Пашка поднял голову – возле него стоял белый, как лунь, старичок с густой окладистой бородой. Павел в его состоянии хотел было рассердиться, что ему указывают, но сдержался, ведь он был весьма и весьма воспитанный молодой человек; впрочем, это не было главной причиной. В голосе старика слышалась искренняя обеспокоенность и забота, а его глаза смотрели на юношу с такой теплотой и лаской, с какой обычно на него смотрела его ныне покойная бабушка. Пашка вздрогнул. Он действительно очень замерз.
– Ооо… да вы и впрямь совсем продрогли! Не откажите старику в чашке чая? Я живу здесь недалеко, – всё те же мягким голосом проговорил старик, махнув рукой в сторону хрущевок, стоящих через дорогу.
Не поняв сам почему, Пашка встал с земли, и, отряхнув пальто и плотнее в него закутавшись, кивнул головой своему новому знакомому. Ему действительно было очень холодно. А где он находился, он не имел ни малейшего представления, и чашка горячего чая была бы не лишней. Пашка попытался было представить себе старичка в роли маньяка или одного из представителей какой-нибудь секты, которые, как голодные волки рыскают в поисках неокрепшей или отчаявшейся души, но он, напротив, чувствовал себя рядом со стариком в полной безопасности.

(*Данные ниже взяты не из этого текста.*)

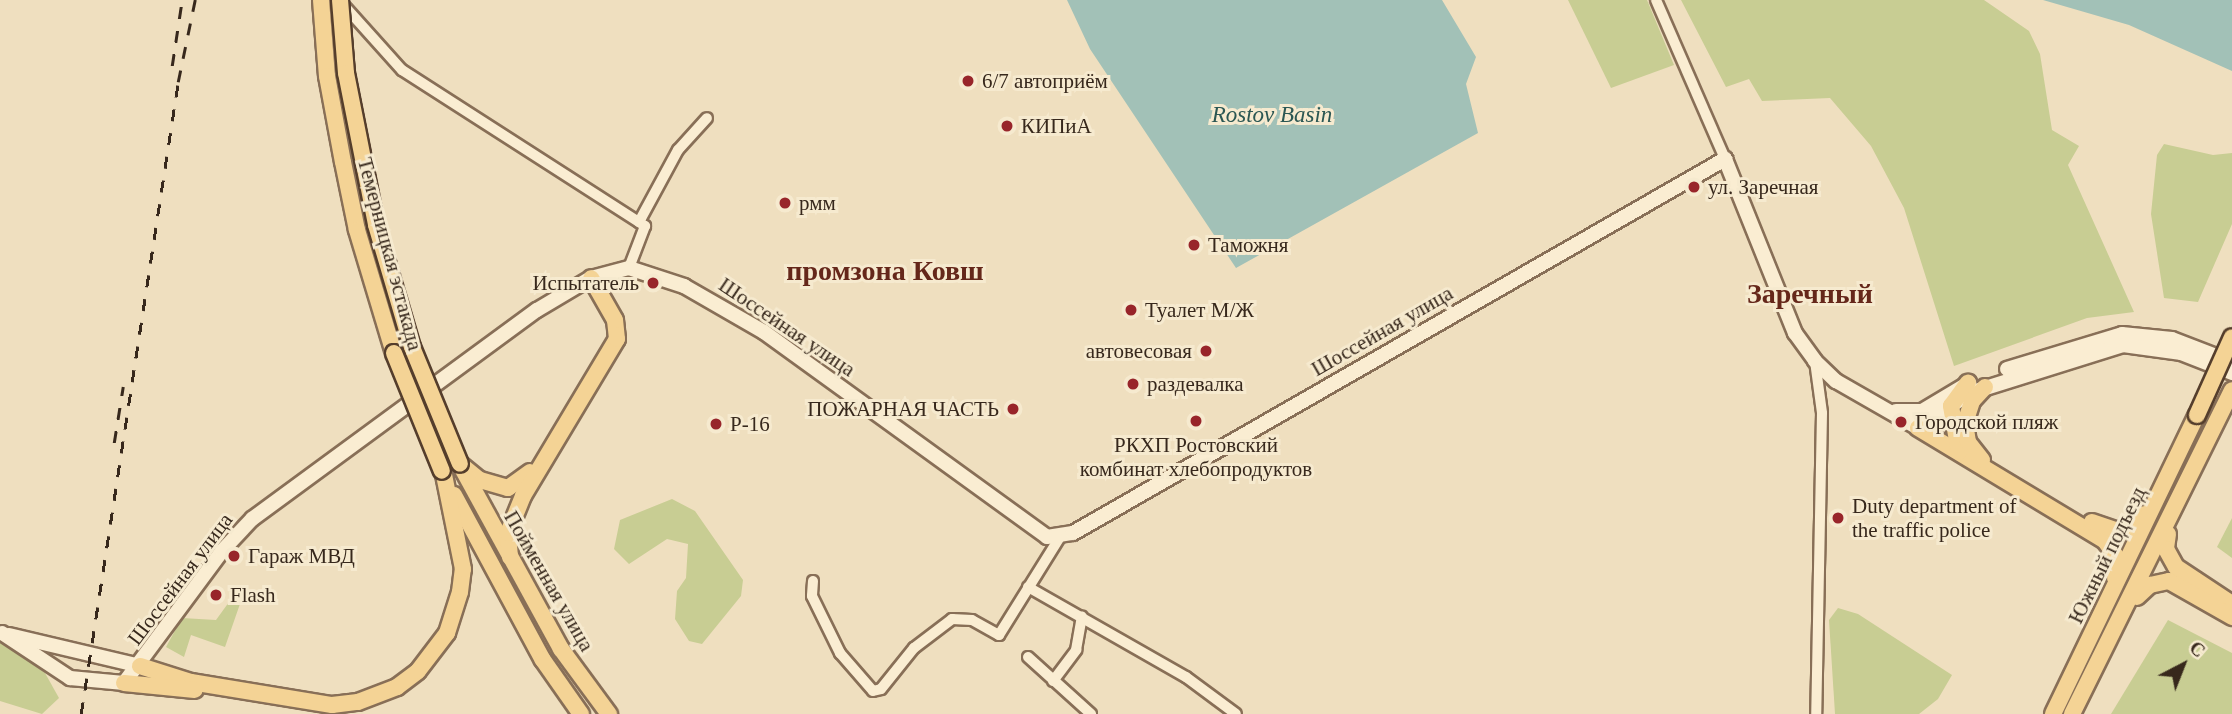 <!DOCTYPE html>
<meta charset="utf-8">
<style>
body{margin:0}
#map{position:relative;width:2232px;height:714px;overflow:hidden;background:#efdfbf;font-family:Georgia,serif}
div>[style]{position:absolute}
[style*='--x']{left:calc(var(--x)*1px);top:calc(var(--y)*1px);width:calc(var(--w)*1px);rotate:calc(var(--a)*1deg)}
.green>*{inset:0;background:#c8cd93}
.water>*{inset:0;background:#a2c1b7}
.roads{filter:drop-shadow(2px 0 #886f57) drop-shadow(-2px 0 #886f57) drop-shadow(0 2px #886f57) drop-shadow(0 -2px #886f57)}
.minor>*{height:10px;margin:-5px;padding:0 5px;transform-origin:5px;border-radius:5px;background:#faedd2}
.secondary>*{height:14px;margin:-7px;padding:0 7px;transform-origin:7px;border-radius:7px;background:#faedd2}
.primary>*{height:16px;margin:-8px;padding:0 8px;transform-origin:8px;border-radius:8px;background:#f4d395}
.rail>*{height:2.5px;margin-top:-1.25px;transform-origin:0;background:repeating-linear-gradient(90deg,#37281c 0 12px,transparent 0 24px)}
.bridges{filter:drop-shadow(2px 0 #553e2c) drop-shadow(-2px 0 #553e2c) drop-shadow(0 2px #553e2c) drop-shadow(0 -2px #553e2c)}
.primary-bridge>*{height:16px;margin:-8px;padding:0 8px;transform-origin:8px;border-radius:8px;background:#f4d395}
.dots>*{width:19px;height:19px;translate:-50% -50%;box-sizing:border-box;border:4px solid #f6eacf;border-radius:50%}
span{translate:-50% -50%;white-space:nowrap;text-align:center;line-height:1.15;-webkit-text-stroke:6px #f6eacf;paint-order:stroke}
.poi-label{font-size:21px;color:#37281c}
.left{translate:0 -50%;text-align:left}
.right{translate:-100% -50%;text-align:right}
.street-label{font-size:21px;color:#37281c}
.water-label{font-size:23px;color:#2b5753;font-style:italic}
.district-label{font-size:28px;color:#65271a;font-weight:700}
.north{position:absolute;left:2148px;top:630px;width:70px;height:70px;-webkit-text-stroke:5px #f6eacf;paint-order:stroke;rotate:42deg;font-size:19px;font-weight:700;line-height:28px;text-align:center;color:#37281c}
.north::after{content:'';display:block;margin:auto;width:24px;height:32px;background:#37281c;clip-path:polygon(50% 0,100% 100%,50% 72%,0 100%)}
</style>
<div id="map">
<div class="green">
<div style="clip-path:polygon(1568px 0,1647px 0,1674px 65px,1611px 88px)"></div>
<div style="clip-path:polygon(1681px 0,1984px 0,2029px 31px,2040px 54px,2052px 130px,2079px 146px,2068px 165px,2134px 312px,2087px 318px,1954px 366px,1904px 208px,1871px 146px,1830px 98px,1762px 101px,1749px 79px,1726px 87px)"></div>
<div style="clip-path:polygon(2164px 144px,2213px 155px,2232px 153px,2232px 224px,2198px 302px,2164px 298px,2151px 214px,2157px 155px)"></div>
<div style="clip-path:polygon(672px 499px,695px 511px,743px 580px,741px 596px,702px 644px,689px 641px,675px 619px,677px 591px,686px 578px,688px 544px,667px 539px,629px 564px,614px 549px,620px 520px)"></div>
<div style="clip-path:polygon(2232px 518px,2232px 558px,2217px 547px)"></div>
<div style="clip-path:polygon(237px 591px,241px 601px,225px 647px,191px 635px,184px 657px,166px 647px,182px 618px,216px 620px)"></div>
<div style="clip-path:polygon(1838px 608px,1858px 614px,1952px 675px,1938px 699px,1919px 714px,1835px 714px,1829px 620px)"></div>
<div style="clip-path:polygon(2168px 620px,2232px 653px,2232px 714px,2111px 714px)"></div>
<div style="clip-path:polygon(0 639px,45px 673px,59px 698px,42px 714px,0 701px)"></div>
</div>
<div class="water">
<div style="clip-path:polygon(1067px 0,1442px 0,1476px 57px,1466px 84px,1478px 133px,1236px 268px,1090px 49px)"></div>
<div style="clip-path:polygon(2043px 0,2232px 0,2232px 71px,2129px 25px)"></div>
</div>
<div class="roads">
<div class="minor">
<div style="--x:1656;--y:0;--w:173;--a:66.5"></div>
<div style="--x:340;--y:1;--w:93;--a:48.1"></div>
<div style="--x:402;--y:70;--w:289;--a:32.7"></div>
<div style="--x:645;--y:226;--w:45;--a:110.9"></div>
<div style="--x:639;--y:222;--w:82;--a:-61.6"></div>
<div style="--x:678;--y:150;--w:43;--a:-47.8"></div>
<div style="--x:1815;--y:361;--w:52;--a:82.3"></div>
<div style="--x:1822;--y:413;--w:301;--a:91.1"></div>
<div style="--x:813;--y:581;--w:15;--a:94"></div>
<div style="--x:812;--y:596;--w:64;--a:63.8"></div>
<div style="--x:840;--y:653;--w:50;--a:49"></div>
<div style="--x:873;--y:691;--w:8;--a:-14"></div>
<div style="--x:881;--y:689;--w:53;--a:-51.2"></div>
<div style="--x:914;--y:648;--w:48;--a:-37.3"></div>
<div style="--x:952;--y:619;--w:20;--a:3"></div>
<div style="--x:972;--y:620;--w:31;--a:29"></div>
<div style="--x:999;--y:635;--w:115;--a:-58.1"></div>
<div style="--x:1028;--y:587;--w:182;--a:29.7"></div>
<div style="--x:1186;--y:677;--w:62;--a:36.5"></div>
<div style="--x:1028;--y:657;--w:85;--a:42.1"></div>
<div style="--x:1053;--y:681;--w:39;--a:-53"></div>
<div style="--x:1076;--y:650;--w:34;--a:-80"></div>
</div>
<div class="secondary">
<div style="--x:2007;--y:369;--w:120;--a:-16.9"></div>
<div style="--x:2122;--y:334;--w:50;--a:5.7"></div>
<div style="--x:2172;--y:339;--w:64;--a:21"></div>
<div style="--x:1976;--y:391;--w:154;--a:-17.4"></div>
<div style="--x:2123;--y:345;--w:59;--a:7.9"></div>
<div style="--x:2181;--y:353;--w:55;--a:21.4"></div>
<div style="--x:1896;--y:411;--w:26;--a:0"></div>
<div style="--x:1922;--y:411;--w:55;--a:-30.8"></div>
<div style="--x:2;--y:633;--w:82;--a:33.5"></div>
<div style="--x:70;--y:678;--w:54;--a:5.3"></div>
<div style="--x:124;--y:683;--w:164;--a:-53.4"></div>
<div style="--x:222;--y:551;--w:44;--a:-46.8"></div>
<div style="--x:252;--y:519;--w:353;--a:-36.3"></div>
<div style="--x:537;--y:310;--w:63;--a:-30.7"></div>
<div style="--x:591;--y:278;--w:39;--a:-15"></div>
<div style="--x:629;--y:268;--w:58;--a:18.1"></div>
<div style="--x:684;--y:286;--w:92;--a:29.9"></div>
<div style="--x:764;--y:332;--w:349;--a:35.9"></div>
<div style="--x:1047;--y:537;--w:26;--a:-9"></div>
<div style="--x:1073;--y:533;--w:752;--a:-29.84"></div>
<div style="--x:1725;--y:159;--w:188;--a:68.1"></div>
<div style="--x:1795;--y:333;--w:34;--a:54"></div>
<div style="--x:1815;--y:361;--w:29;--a:44"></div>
<div style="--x:1836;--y:381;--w:95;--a:29.8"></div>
<div style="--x:1918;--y:428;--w:48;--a:-34"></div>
<div style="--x:9;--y:635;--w:135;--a:13.3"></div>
</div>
<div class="primary">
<div style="--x:321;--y:0;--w:76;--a:85.5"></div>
<div style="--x:327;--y:76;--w:87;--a:79.5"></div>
<div style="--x:343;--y:162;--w:69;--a:78.4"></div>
<div style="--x:357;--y:230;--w:128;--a:73.3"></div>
<div style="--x:1918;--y:428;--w:218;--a:31.1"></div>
<div style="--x:2105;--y:541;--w:22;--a:54"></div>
<div style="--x:2118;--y:559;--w:19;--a:99"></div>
<div style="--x:1959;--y:452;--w:47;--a:-99.9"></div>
<div style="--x:1951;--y:406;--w:29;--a:-54"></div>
<div style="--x:1982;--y:460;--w:23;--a:-128"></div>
<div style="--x:1968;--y:442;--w:19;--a:-99"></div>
<div style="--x:1965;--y:423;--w:23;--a:-72"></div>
<div style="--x:1972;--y:401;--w:19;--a:-47"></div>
<div style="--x:460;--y:464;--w:26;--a:39"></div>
<div style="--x:480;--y:480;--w:29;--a:16"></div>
<div style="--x:508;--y:488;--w:27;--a:-36"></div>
<div style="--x:463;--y:470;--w:204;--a:61.3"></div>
<div style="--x:561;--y:649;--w:81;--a:53.6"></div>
<div style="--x:454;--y:495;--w:187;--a:61.7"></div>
<div style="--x:543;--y:660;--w:66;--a:54.9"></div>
<div style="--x:2092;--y:522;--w:31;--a:19"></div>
<div style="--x:2121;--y:532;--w:29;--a:-38"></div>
<div style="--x:2168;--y:534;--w:15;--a:98"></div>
<div style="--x:2166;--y:549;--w:21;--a:61"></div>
<div style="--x:2176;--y:567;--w:67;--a:33.5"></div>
<div style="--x:510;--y:557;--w:24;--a:-95"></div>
<div style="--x:508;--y:533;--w:40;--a:-68"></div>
<div style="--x:523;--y:496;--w:183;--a:-59.1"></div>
<div style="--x:617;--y:339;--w:19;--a:-96"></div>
<div style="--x:615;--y:320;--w:48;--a:-119.7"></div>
<div style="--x:2137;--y:597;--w:18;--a:-43"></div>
<div style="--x:2150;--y:585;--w:19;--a:-12"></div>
<div style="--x:2169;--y:581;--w:73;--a:29.7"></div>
<div style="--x:140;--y:666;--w:53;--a:17.4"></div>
<div style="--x:191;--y:682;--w:143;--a:9.3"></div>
<div style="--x:332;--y:705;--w:26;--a:-7"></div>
<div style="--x:358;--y:702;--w:42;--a:-21"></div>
<div style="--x:397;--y:687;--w:26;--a:-37"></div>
<div style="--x:418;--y:671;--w:48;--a:-52.7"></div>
<div style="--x:447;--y:633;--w:43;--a:-72.4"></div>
<div style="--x:460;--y:592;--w:23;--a:-83"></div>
<div style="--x:463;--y:569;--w:96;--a:-101.4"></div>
<div style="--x:124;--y:683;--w:71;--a:5.6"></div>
<div style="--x:2053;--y:714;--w:332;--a:-64.3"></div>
<div style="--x:2072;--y:714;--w:361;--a:-63.7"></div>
</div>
</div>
<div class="rail">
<div style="--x:172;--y:66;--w:67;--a:-81.4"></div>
<div style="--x:114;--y:443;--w:57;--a:-80.9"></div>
<div style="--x:81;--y:714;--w:639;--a:-81.27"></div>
<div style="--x:178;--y:82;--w:84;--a:-78.3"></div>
</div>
<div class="bridges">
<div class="primary-bridge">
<div style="--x:340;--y:0;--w:73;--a:85.3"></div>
<div style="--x:346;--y:73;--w:155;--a:78.8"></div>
<div style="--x:376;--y:225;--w:127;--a:73.6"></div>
<div style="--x:412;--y:347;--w:126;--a:67.7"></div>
<div style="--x:394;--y:353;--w:127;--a:67.9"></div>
<div style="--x:2197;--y:415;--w:85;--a:-65.8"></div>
</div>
</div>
<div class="dots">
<div style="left:968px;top:81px;background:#98252a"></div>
<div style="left:1007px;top:126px;background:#98252a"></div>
<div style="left:1694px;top:187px;background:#98252a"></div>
<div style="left:785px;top:203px;background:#98252a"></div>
<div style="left:1194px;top:245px;background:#98252a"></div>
<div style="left:653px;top:283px;background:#98252a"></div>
<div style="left:1131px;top:310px;background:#98252a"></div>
<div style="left:1206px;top:351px;background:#98252a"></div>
<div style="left:1133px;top:384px;background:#98252a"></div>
<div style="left:1013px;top:409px;background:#98252a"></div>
<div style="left:1196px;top:421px;background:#98252a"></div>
<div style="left:1901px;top:422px;background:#98252a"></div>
<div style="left:716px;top:424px;background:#98252a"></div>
<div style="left:1838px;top:518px;background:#98252a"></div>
<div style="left:234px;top:556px;background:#98252a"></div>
<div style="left:216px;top:595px;background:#98252a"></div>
</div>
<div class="poi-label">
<span class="left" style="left:982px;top:81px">6/7 автоприём</span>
<span class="left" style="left:1021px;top:126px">КИПиА</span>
<span class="left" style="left:1708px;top:187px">ул. Заречная</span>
<span class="left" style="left:799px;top:203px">рмм</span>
<span class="left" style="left:1208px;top:245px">Таможня</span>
<span class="right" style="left:639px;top:283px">Испытатель</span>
<span class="left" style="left:1145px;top:310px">Туалет М/Ж</span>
<span class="right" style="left:1192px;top:351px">автовесовая</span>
<span class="left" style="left:1147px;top:384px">раздевалка</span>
<span class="right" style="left:999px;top:409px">ПОЖАРНАЯ ЧАСТЬ</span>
<span class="left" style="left:1915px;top:422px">Городской пляж</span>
<span class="left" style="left:730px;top:424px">Р-16</span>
<span style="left:1196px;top:457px">РКХП Ростовский<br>комбинат хлебопродуктов</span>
<span class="left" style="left:1852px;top:518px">Duty department of<br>the traffic police</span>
<span class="left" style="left:248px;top:556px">Гараж МВД</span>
<span class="left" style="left:230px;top:595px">Flash</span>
</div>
<div class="street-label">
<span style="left:390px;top:254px;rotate:75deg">Темерницкая эстакада</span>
<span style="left:787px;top:327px;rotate:34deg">Шоссейная улица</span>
<span style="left:1382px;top:331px;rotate:-30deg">Шоссейная улица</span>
<span style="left:2107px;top:555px;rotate:-64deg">Южный подъезд</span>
<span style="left:180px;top:579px;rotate:-53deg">Шоссейная улица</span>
<span style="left:549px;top:581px;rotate:60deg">Пойменная улица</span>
</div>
<div class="water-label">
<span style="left:1272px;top:115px">Rostov Basin</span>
</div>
<div class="district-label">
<span style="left:885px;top:271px">промзона Ковш</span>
<span style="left:1810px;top:294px">Заречный</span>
</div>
<div class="north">С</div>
</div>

Старичок жил в ближайшем доме, и, как оказалось, в крошечной однушке на первом этаже. В его квартире пахло прополисом, какими-то травами, яблоками и ещё чем-то знакомым, однако чем, Павел не мог вспомнить. «А не „знахарь“-экстрасенс ли он какой-нибудь?» – промелькнуло было в голове у Пашки, но в ту же секунду старик включил свет, и юноша вздрогнул: его новый знакомый был одет в… рясу! Однако у юноши язык бы не повернулся назвать его попом, ибо старик выглядел не так, как по Пашкиному мнению должны были выглядеть «наглые обожравшиеся попы, жадно и беспощадно обдирающие легковерный народ».
– О, не стоит беспокоиться, юноша! Я вас не съем – добродушно засмеялся священник, словно прочитав его мысли, – чашка чая с мёдом вам не повредит, а после этого я вас не задержу. Проходите на кухню, сейчас я поставлю чайник.
– Я… мне бы помыть руки… – рассеяно и немного виновато протянул Павел.
– Конечно, конечно! Вот ванная, в шкафу над раковиной вы найдете чистое полотенце.